Records from a data source:
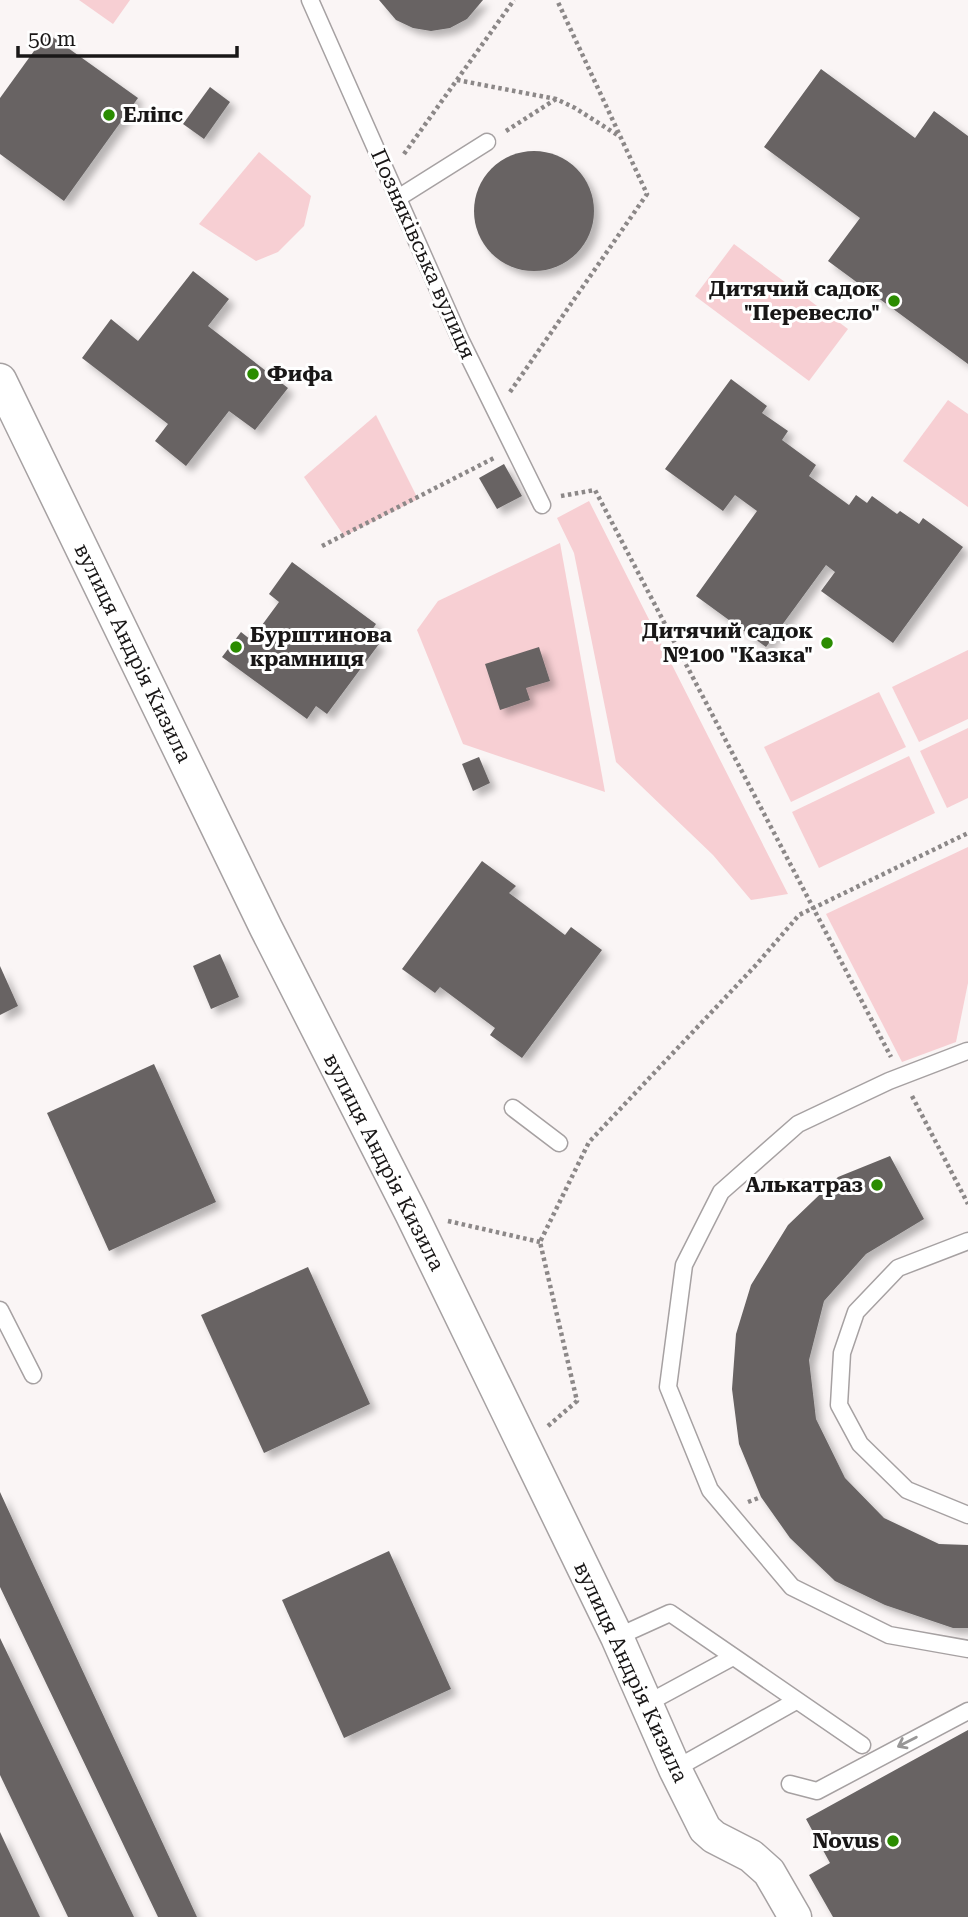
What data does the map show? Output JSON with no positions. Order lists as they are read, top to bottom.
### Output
{
  "streets": {
    "street": ["вулиця Андрія Кизила"],
    "lane": ["Позняківська вулиця"]
  },
  "places": [
    "Еліпс",
    "Дитячий садок \"Перевесло\"",
    "Фифа",
    "Дитячий садок №100 \"Казка\"",
    "Бурштинова крамниця",
    "Алькатраз",
    "Novus"
  ],
  "scale_bar": "50 m"
}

### WHAT TO DO
None of the images should be copied, but every entry must be given again exactly.

### SOLUTION TO THIS EXERCISE
What data does the map show? Output JSON with no positions. Order lists as they are read, top to bottom.
### Output
{
  "streets": {
    "street": ["вулиця Андрія Кизила"],
    "lane": ["Позняківська вулиця"]
  },
  "places": [
    "Еліпс",
    "Дитячий садок \"Перевесло\"",
    "Фифа",
    "Дитячий садок №100 \"Казка\"",
    "Бурштинова крамниця",
    "Алькатраз",
    "Novus"
  ],
  "scale_bar": "50 m"
}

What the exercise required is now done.